Using the material below, return exactly the lines between the one holding "position:absolute; width:15px; height:15px;" and the one holding "font-size:16px; font-style:normal; color:var(--muted)", inclusive, and no others.

[Supplied material — start]

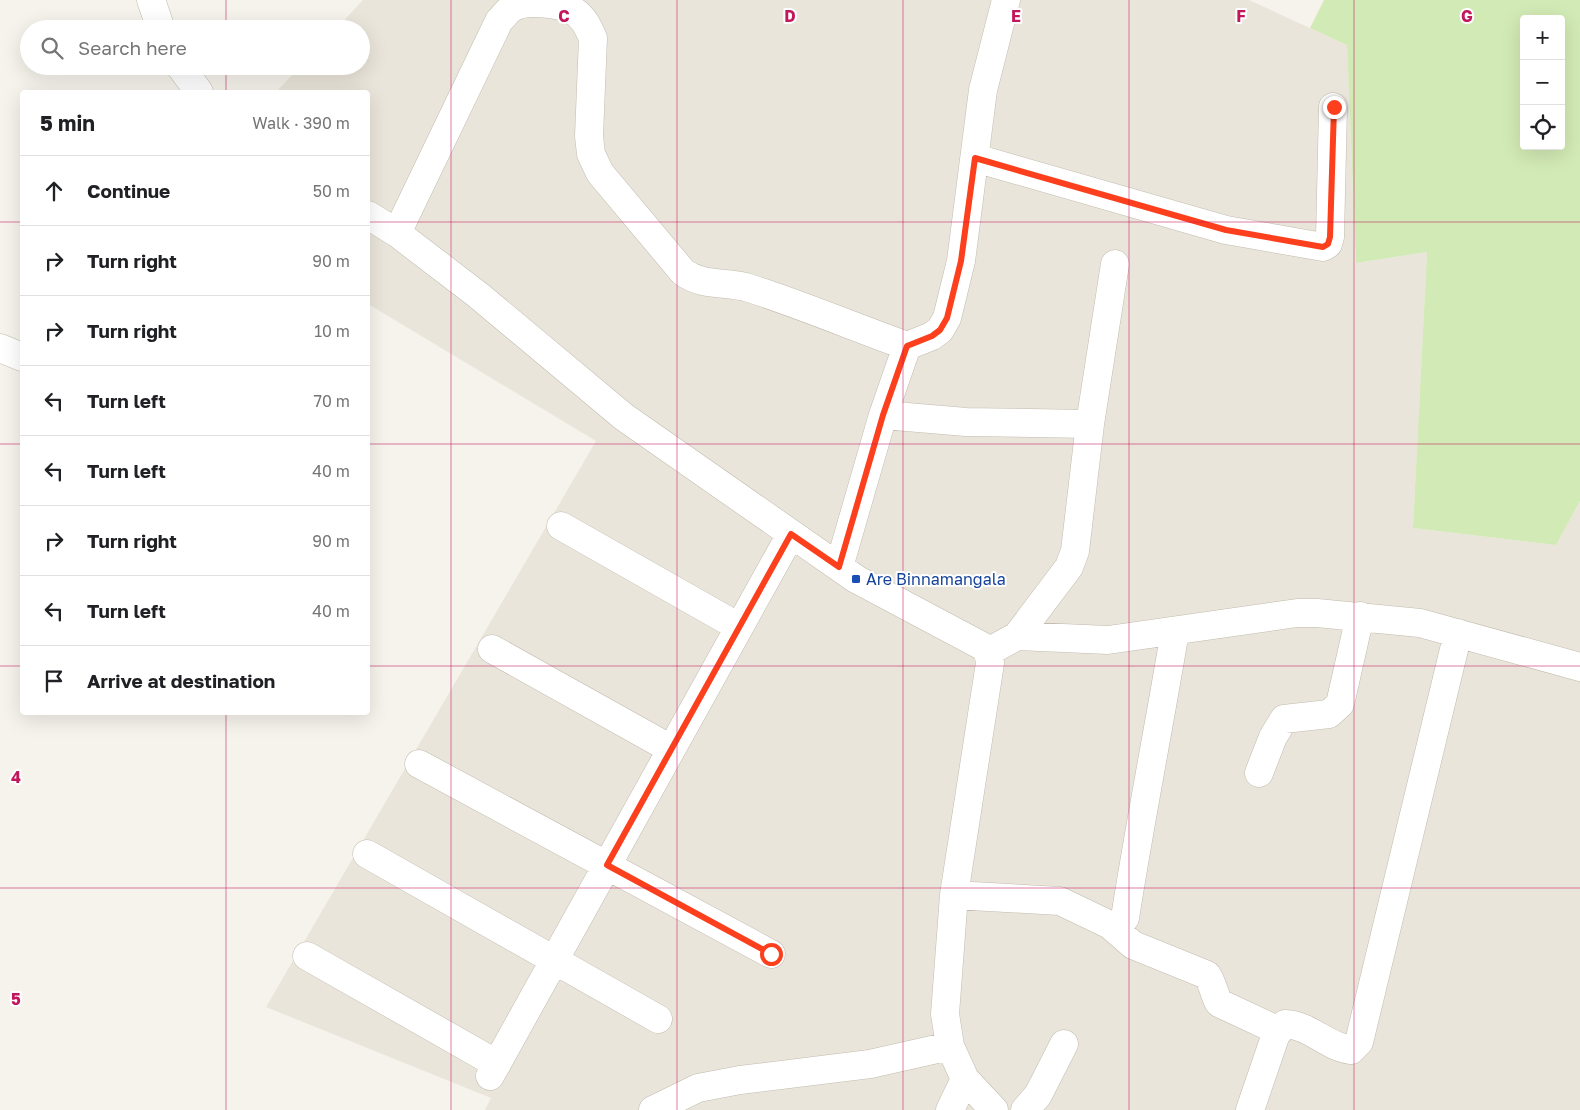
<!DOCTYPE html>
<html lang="en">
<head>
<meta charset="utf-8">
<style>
  :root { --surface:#fff; --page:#f6f6f6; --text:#202124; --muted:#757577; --line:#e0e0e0 }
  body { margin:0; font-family:"Golos Text",sans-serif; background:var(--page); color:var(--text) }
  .controls { position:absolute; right:15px; top:15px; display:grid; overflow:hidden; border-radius:5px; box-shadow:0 5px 20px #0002 }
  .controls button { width:45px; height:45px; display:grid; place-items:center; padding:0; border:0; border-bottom:1px solid var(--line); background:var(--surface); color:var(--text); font:25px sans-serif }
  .stop { position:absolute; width:15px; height:15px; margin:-11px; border:4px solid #fc3f1d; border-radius:50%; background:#fff }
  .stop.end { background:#fc3f1d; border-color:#fff; box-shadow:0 1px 5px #0008 }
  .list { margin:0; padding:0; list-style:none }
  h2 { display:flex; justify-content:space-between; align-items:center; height:65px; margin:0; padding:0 20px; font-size:21px }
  h2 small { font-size:16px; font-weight:400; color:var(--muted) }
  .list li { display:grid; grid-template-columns:32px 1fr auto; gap:15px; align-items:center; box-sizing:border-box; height:70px; padding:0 20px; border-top:1px solid var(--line) }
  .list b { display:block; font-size:19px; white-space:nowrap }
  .list em { font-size:16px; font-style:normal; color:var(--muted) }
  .icon { flex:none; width:28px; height:28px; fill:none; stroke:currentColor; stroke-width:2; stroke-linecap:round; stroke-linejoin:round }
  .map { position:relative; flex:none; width:1580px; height:1110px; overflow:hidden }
  .search { position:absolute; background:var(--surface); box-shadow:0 5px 20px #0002; left:20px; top:20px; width:350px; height:55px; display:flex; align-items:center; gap:12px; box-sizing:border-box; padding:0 18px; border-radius:28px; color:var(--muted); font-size:19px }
  .panel { position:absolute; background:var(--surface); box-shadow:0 5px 20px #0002; left:20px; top:90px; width:350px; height:625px; border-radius:5px }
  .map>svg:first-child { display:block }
</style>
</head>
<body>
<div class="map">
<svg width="1580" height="1110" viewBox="0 0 1580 1110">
  <rect width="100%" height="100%" fill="#f6f3ec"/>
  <path fill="#eae5da" d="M363 0H1249L1347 45 1356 263 1427 252 1413 528 1556 545 1580 501V1110H485L491 1098 266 1007 596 441 368 304V92H276L301 66H361V29H336Z"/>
  <path fill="#d2eab5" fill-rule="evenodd" d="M1324 0H1580V501L1556 545 1413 528 1427 252 1356 263 1347 45 1310 28ZM1524 19H1561V146H1524Z"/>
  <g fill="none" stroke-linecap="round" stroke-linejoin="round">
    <g stroke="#c2bbae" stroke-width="29">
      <path id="minor" d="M151 0 161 29
        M180 66 199 92
        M975 158 1226 230 1323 247 1328 244 1330 237 1333 107
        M368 215 397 233 478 295 624 417 856 579 982 646 988 652 990 663 954 895 945 1014 950 1046 965 1079 994 1110
        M397 233 499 21C504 16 509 8 516 6 528 0 561 4 572 10 583 16 588 27 593 38L589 136 591 154 600 173 683 272C703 287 726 281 749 288 802 305 854 327 907 346
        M0 348 22 357
        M883 415 966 422 1090 424
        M561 526 739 627
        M839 567 883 415 907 346 932 336 940 330 947 318 961 261 983 90 1006 0
        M1017 636 1069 567 1075 551 1090 424 1115 264
        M492 649 671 749
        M988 652 1017 636 1108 640 1297 613H1317L1420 623 1580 667
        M419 764 771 954
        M1259 773 1273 737 1284 719 1329 714 1340 704 1360 616
        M367 854 658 1019
        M954 895 1060 901 1110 925 1120 924 1125 918C1140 822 1159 727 1175 631
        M1110 925 1133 945 1207 975C1213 984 1214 994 1219 1003L1279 1031
        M307 956 497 1064
        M490 1076 791 534
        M653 1110 698 1088 740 1080 870 1064 950 1046
        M950 1110 965 1079
        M1025 1110 1038 1095 1064 1044
        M1250 1110 1276 1034 1285 1024C1310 1025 1327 1047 1351 1050L1359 1042 1458 633"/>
    </g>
    <use href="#minor" stroke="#fff" stroke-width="28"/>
  </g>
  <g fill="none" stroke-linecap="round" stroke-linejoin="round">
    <path stroke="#fc3f1d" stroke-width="6" d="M771 954 607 865 791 534 839 567 883 415 907 346 932 336 940 330 947 318 961 261 975 158 1226 230 1323 247 1328 244 1330 237 1334 107"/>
  </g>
  <path fill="none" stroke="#c2185b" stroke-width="1" stroke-opacity="0.55" d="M226 0V29M451 0V1110M677 0V1110M903 0V1110M1129 0V1110M1354 0V1110M226 66V92M0 222H22M368 222H1580M0 444H22M368 444H1580M0 666H22M368 666H1580M226 712V1110M0 888H1580"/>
  <rect fill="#1a4fb4" stroke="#fff" stroke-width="2" x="851" y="574" width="10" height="10" rx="2.5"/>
  <g text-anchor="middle" stroke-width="4" stroke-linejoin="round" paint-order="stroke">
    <g font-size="16" fill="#164399" stroke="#fff" text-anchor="start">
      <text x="866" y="585">Are Binnamangala</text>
    </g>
  </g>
  <g font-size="16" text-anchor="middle" font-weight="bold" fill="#c2185b" stroke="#fff" stroke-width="4" stroke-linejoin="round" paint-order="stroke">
    <text x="564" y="22">C</text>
    <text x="790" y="22">D</text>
    <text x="1016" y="22">E</text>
    <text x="1241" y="22">F</text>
    <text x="1467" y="22">G</text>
    <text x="16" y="783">4</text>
    <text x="16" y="1005">5</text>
  </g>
</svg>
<div class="controls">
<button>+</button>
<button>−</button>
<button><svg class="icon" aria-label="locate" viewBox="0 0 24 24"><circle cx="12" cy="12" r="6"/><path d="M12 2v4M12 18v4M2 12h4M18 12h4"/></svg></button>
</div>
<div class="stop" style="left:771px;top:954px"></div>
<div class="stop end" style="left:1334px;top:107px"></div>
<div class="search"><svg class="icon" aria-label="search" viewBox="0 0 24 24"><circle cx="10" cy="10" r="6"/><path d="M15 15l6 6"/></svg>Search here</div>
<section class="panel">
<h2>5 min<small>Walk · 390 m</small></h2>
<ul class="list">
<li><svg class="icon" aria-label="ahead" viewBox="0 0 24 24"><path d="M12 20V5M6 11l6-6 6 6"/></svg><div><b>Continue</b></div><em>50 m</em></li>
<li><svg class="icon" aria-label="right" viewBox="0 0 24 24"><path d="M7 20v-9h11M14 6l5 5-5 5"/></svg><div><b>Turn right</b></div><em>90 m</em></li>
<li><svg class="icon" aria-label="right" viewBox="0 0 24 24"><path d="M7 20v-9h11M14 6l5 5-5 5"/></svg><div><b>Turn right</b></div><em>10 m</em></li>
<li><svg class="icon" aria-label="left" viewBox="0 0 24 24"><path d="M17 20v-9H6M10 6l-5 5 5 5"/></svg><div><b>Turn left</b></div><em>70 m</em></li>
<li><svg class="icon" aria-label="left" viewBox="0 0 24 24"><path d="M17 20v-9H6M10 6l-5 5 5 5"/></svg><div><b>Turn left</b></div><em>40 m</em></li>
<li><svg class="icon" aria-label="right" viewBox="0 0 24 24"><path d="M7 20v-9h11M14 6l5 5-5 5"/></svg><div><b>Turn right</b></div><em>90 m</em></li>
<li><svg class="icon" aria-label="left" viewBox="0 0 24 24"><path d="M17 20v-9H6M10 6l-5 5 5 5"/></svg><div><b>Turn left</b></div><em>40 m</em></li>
<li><svg class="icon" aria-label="arrive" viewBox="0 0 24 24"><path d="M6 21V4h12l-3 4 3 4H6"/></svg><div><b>Arrive at destination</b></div></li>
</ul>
</section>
</div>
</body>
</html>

[Supplied material — finish]

Task output:
  .stop { position:absolute; width:15px; height:15px; margin:-11px; border:4px solid #fc3f1d; border-radius:50%; background:#fff }
  .stop.end { background:#fc3f1d; border-color:#fff; box-shadow:0 1px 5px #0008 }
  .list { margin:0; padding:0; list-style:none }
  h2 { display:flex; justify-content:space-between; align-items:center; height:65px; margin:0; padding:0 20px; font-size:21px }
  h2 small { font-size:16px; font-weight:400; color:var(--muted) }
  .list li { display:grid; grid-template-columns:32px 1fr auto; gap:15px; align-items:center; box-sizing:border-box; height:70px; padding:0 20px; border-top:1px solid var(--line) }
  .list b { display:block; font-size:19px; white-space:nowrap }
  .list em { font-size:16px; font-style:normal; color:var(--muted) }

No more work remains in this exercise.